У него действительно было оправдание, что мифо-рационализаторы времени после Гекатея, следуя по пути наименьшего психического сопротивления, подобно тем из Англии и Германии в восемнадцатом веке, объясняли мифы, сводя их к гипотетической истории, тем самым прося доверия к чему-то не лучше подтвержденному, чем сам миф. Но рационализаторы были на пути, по которому люди могли бы мыслимо дойти до более истинной науки; и Сократ, отказываясь предпринимать любое такое исследование, оставил своих соотечественников той темнеющей вере в традицию, которая сделала возможной его собственную казнь. В его складе ума, действительно — если мы вообще можем принять представление Платона о нем, — было что-то неблагоприятное для твердого убеждения. У него не могло быть никакой реальной веры в текущую религию; однако он никогда явно не выражал несогласия. В «Государстве» он принимает новый праздник в честь фракийской богини Бендиды; и там он заставлен Платоном внушать вполне ортодоксальное принятие Дельфийского оракула как источника всей религиозной практики. Но невозможно сказать, сколько из учения платоновского Сократа является сократическим. А что касается Платона, остается проблема того, насколько его конформизм был благоразумным после казни Сократа за богохульство.

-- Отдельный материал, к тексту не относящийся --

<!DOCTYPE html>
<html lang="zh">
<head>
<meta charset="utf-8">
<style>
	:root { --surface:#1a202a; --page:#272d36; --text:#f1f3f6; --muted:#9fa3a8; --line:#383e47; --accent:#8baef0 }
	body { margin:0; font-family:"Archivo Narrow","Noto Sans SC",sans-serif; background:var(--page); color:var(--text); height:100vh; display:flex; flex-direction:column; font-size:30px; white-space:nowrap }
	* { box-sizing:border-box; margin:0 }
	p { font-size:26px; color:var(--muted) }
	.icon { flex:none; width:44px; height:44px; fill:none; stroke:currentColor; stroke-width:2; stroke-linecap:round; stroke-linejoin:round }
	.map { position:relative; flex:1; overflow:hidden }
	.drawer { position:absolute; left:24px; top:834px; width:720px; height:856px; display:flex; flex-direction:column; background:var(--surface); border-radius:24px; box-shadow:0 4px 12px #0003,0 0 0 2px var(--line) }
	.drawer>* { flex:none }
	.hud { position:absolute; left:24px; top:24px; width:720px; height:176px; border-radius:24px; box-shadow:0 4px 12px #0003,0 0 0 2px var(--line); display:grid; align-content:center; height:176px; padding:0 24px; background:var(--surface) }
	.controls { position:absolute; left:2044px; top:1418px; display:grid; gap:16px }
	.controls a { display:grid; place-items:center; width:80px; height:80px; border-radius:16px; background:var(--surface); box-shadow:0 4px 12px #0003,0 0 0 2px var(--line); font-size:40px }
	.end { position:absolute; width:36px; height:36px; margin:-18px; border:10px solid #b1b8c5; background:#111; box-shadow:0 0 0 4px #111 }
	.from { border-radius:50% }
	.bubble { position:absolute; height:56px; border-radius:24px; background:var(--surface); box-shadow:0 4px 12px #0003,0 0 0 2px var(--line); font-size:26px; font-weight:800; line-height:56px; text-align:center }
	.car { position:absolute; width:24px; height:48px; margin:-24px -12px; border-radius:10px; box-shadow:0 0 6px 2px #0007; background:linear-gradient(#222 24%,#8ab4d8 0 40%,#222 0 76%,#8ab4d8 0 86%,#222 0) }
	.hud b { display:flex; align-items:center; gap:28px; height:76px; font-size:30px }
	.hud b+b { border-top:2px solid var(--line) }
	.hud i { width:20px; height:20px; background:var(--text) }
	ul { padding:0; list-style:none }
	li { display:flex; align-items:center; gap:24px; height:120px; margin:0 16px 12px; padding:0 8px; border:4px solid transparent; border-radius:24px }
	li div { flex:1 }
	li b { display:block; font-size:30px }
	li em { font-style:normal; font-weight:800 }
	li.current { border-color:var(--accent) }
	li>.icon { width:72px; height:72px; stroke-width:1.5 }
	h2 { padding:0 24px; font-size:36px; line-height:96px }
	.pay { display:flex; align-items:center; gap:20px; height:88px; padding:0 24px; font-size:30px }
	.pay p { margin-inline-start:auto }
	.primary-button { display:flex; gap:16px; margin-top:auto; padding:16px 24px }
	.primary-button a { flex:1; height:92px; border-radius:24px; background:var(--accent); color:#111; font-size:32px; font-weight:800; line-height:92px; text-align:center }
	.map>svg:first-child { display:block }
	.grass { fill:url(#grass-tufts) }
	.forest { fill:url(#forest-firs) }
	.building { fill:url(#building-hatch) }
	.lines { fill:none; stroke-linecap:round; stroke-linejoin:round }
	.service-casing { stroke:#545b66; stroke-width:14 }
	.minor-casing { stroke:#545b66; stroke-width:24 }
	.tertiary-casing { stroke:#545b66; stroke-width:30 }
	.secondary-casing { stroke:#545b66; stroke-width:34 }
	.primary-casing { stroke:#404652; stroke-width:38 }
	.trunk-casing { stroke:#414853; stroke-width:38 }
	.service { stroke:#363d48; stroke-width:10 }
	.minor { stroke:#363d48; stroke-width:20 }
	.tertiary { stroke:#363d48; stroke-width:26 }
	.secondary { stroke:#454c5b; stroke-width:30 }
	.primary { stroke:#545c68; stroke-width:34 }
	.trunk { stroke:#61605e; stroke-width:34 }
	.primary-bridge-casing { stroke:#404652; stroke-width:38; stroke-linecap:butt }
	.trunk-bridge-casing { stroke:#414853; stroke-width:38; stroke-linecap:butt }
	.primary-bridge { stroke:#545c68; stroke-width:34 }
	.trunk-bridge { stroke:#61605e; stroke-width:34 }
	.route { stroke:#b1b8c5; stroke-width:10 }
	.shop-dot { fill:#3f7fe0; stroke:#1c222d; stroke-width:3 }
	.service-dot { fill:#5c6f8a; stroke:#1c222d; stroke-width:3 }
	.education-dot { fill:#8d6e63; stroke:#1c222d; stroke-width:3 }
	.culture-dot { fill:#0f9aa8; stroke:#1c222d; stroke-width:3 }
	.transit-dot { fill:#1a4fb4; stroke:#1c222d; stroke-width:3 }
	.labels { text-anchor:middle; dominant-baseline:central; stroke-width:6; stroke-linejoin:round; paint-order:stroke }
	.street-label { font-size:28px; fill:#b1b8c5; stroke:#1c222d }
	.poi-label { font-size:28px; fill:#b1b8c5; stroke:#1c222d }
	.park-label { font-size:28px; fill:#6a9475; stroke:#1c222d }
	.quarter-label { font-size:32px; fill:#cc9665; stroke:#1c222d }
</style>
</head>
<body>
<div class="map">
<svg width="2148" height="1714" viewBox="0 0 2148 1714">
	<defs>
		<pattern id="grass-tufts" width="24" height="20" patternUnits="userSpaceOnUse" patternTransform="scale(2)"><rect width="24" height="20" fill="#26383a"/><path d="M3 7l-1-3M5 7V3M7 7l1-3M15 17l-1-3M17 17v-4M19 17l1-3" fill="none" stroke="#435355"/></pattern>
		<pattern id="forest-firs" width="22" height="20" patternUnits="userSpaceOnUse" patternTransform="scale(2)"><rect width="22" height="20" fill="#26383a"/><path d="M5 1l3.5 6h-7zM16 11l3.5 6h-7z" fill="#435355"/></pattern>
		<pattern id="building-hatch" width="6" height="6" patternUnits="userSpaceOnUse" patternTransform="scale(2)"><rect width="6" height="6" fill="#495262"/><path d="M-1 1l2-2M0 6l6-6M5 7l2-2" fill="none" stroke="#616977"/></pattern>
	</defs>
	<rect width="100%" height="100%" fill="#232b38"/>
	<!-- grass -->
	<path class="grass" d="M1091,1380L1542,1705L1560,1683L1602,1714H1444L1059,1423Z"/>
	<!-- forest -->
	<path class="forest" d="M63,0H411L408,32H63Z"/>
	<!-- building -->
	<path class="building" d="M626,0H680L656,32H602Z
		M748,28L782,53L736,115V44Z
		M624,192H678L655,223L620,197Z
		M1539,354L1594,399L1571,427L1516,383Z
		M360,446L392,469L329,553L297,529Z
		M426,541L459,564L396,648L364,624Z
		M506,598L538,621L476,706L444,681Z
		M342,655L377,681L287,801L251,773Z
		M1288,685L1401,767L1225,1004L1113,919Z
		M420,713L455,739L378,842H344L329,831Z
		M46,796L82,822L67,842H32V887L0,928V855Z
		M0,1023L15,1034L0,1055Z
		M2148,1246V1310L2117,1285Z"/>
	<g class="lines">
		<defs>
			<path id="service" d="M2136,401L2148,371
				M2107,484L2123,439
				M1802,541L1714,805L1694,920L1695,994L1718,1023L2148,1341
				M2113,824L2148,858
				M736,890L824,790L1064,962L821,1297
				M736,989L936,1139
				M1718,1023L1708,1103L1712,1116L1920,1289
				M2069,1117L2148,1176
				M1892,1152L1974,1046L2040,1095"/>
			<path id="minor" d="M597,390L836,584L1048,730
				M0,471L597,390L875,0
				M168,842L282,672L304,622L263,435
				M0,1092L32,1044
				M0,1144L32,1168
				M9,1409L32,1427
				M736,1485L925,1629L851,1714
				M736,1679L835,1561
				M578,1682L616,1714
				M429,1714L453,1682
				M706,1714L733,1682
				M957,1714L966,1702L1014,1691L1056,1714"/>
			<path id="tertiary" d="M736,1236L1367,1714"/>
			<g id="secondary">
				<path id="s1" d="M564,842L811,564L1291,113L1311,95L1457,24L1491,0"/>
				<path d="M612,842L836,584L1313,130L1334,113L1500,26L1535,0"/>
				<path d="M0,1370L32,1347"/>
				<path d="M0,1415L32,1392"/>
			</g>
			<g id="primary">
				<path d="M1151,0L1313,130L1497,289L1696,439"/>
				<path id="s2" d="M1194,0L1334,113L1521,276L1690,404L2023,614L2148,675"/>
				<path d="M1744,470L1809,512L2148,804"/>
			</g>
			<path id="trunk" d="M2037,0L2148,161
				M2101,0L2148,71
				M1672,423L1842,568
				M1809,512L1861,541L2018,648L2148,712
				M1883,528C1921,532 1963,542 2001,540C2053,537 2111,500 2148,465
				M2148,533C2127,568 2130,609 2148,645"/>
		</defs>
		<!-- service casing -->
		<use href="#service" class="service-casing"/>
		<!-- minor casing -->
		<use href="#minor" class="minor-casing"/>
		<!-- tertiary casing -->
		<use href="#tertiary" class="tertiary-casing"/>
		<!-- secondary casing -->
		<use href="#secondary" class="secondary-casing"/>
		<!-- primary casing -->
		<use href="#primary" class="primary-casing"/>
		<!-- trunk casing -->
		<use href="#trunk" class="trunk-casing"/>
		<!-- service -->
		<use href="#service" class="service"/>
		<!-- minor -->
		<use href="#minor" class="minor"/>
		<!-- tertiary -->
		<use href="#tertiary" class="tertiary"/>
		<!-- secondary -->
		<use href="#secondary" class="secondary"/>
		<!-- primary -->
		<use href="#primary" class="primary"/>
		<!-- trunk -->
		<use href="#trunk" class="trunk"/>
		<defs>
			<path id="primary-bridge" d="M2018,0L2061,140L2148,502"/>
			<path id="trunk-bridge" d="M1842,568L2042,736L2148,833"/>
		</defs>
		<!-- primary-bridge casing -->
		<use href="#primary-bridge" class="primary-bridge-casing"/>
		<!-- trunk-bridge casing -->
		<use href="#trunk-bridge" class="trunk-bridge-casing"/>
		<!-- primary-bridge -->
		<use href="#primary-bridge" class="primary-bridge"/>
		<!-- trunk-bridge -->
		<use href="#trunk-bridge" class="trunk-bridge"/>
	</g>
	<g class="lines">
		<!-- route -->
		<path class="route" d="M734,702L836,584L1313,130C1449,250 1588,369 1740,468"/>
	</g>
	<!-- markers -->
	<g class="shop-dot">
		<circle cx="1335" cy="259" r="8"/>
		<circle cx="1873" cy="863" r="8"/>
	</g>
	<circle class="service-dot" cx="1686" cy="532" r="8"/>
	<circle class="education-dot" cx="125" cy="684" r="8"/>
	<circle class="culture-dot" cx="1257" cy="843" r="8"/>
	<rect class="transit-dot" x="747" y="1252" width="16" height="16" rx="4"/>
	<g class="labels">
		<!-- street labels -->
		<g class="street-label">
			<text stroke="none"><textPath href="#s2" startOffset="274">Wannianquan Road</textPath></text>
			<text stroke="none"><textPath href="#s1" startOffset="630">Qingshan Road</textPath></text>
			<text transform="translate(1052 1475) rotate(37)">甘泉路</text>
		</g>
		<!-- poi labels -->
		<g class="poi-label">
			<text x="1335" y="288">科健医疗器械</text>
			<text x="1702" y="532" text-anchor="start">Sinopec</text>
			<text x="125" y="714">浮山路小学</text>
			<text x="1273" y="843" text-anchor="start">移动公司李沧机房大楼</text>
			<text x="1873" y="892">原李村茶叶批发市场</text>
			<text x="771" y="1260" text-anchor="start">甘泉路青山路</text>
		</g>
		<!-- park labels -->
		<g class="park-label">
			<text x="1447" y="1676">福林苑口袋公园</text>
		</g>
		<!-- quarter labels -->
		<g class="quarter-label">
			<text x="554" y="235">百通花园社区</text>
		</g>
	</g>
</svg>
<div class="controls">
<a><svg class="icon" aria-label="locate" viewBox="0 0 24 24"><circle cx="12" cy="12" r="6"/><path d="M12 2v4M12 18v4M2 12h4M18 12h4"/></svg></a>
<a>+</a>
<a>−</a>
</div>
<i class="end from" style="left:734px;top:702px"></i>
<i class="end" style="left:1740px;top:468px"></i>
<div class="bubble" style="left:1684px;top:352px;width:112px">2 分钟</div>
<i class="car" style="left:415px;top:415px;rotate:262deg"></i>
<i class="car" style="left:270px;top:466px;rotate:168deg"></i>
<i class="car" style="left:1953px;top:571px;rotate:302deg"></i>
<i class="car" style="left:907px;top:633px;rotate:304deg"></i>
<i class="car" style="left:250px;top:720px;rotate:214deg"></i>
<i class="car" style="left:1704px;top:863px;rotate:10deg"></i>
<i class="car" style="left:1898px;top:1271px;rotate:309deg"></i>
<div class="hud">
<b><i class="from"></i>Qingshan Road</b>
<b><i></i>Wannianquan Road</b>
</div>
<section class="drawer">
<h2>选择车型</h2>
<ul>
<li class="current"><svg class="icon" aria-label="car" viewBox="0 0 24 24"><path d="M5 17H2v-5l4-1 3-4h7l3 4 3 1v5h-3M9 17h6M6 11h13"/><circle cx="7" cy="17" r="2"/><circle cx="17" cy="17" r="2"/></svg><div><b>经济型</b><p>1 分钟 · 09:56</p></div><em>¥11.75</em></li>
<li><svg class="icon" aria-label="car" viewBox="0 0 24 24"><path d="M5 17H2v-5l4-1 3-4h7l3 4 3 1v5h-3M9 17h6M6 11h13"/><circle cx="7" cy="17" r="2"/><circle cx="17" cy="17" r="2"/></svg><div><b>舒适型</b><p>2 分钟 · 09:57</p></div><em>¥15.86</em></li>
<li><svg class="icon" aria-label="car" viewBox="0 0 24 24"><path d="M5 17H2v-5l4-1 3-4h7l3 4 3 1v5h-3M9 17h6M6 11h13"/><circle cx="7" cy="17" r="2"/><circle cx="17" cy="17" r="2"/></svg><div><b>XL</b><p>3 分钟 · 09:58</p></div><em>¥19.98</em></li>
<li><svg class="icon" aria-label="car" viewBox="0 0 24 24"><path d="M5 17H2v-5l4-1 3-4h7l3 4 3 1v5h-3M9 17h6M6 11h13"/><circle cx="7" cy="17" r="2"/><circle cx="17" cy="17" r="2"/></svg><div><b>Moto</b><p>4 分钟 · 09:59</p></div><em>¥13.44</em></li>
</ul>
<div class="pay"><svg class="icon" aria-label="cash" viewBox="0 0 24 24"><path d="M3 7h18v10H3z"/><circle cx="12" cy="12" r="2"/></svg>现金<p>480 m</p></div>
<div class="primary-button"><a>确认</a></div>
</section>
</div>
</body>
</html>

Долго обсуждавшийся вопрос о реальной личности Сократа все еще открыт. Он энергично и систематически рассматривается проф. Августом Дёрингом в «Учении Сократа как социальной реформаторской системе» (1895) и д-ром Хубертом Рёком в «Неподдельном Сократе» (1903). См., в частности, Дёринг, стр. 51–79, и Рёк, стр. 357–96. Из всех попыток прийти к концепции последовательного Сократа возникает впечатление, что реальный Сократ, несмотря на сильный критический склад ума, не имел четко установленного свода мнений, но склонялся в разных направлениях из-за зуда противоречия, который был движущей силой его диалектики. Ибо так называемый сократический «метод» — это гораздо меньше метод достижения истины, чем метод нарушения предрассудков. И если в руках Платона Сократ редко приходит к выводу, который его собственный метод не мог бы опровергнуть, мы не имеем права отказываться верить, что это было характерно для человека.